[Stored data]

——

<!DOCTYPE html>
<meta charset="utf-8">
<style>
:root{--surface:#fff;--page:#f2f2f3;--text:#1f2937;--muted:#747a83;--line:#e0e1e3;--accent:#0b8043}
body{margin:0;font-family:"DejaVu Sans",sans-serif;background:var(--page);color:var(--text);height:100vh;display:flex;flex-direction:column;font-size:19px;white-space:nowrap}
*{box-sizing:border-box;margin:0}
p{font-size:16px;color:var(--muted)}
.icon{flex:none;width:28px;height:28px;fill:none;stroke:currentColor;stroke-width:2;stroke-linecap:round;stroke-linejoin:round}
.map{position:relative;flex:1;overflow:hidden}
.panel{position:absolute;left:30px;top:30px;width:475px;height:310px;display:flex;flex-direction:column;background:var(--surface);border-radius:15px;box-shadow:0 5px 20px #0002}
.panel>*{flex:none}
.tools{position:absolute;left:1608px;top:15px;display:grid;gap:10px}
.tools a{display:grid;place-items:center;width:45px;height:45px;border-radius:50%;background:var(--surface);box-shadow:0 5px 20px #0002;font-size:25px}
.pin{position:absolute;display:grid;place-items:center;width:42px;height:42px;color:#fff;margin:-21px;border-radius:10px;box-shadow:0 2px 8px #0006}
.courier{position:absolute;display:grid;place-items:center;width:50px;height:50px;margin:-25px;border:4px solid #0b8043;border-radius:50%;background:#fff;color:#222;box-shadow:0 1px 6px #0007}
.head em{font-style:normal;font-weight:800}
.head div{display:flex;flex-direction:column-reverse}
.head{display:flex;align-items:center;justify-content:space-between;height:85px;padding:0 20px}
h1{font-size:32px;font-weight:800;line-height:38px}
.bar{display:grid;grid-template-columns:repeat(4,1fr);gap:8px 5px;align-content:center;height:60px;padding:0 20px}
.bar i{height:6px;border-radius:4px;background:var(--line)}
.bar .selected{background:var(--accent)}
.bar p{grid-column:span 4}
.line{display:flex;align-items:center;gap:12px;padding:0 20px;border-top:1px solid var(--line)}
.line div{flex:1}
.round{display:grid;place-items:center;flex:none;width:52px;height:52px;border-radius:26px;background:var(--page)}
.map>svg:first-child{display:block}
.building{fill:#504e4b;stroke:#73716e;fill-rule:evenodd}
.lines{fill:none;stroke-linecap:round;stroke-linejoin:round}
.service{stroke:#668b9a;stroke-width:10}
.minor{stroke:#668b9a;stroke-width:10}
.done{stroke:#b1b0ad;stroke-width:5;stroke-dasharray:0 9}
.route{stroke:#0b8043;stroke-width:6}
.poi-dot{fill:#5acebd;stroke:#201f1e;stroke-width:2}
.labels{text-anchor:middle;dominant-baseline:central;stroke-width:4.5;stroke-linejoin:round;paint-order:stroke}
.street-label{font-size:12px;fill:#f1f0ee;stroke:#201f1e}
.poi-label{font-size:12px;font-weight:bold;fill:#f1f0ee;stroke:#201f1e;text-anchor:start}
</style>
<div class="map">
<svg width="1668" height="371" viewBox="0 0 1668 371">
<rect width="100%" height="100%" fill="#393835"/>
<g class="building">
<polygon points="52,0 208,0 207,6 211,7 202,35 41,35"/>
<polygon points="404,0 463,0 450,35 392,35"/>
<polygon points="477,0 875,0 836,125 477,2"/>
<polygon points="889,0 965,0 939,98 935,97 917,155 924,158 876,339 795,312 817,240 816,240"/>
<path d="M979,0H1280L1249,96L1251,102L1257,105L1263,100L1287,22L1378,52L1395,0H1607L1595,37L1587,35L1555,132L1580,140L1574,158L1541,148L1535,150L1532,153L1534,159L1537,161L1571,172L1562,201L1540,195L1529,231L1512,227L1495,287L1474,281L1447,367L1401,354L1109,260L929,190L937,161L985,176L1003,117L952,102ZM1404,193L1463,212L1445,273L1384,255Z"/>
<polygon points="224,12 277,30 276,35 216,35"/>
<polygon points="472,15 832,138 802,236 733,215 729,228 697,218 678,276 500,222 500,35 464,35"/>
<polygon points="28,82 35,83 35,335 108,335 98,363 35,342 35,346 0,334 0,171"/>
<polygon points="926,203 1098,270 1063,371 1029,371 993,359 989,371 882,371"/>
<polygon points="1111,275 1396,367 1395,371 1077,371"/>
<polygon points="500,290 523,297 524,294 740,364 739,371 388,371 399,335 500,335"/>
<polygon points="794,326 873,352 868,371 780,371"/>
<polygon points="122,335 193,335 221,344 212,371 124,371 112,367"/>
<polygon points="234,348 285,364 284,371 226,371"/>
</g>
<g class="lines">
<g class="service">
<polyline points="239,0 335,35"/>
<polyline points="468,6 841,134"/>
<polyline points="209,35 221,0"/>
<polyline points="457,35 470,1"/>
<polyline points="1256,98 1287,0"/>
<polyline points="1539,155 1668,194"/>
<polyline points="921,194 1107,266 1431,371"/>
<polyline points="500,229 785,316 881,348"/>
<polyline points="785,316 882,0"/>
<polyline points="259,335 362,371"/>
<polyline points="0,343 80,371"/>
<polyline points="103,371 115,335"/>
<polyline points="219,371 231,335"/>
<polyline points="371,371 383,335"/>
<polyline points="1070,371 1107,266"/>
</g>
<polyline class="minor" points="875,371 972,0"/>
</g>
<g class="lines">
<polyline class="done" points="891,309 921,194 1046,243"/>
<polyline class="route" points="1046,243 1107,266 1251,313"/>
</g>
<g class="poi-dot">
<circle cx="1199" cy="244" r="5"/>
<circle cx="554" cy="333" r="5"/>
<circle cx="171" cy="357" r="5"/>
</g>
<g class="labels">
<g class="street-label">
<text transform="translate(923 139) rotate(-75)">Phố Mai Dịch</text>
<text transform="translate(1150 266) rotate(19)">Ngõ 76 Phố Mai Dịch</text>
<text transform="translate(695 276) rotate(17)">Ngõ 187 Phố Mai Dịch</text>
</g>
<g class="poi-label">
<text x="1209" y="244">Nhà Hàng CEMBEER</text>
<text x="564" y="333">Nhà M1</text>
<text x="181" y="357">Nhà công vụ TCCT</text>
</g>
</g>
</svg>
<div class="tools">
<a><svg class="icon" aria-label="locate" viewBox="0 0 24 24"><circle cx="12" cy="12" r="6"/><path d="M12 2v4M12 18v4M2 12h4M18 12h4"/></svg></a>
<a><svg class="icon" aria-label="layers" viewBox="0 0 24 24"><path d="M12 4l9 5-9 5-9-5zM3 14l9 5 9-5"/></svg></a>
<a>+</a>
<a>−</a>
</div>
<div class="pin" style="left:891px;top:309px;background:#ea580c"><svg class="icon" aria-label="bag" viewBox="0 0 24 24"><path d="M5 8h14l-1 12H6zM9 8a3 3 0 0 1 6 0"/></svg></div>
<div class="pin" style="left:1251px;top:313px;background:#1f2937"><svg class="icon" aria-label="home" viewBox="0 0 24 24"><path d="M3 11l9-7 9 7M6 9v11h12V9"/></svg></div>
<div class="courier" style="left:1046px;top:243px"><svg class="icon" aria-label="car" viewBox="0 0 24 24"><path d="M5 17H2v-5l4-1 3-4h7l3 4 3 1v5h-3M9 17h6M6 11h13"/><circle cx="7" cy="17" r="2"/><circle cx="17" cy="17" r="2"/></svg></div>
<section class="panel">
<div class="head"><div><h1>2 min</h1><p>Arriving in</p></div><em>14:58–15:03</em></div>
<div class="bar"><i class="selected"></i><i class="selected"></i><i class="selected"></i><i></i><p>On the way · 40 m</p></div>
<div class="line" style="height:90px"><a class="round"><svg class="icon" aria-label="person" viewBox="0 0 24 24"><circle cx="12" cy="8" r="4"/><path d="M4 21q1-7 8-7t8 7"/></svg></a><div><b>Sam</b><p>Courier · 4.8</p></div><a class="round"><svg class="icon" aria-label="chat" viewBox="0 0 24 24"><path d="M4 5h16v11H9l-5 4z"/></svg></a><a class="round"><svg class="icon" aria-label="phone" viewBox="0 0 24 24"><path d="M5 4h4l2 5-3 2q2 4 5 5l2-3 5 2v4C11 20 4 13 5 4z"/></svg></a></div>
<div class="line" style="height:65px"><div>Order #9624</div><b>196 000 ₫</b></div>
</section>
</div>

——

→ **WHAT THE TASK REQUIRES**
Every line of the entries above that holds "margin" should be copied out.

→ **SOLUTION BELOW**
body{margin:0;font-family:"DejaVu Sans",sans-serif;background:var(--page);color:var(--text);height:100vh;display:flex;flex-direction:column;font-size:19px;white-space:nowrap}
*{box-sizing:border-box;margin:0}
.pin{position:absolute;display:grid;place-items:center;width:42px;height:42px;color:#fff;margin:-21px;border-radius:10px;box-shadow:0 2px 8px #0006}
.courier{position:absolute;display:grid;place-items:center;width:50px;height:50px;margin:-25px;border:4px solid #0b8043;border-radius:50%;background:#fff;color:#222;box-shadow:0 1px 6px #0007}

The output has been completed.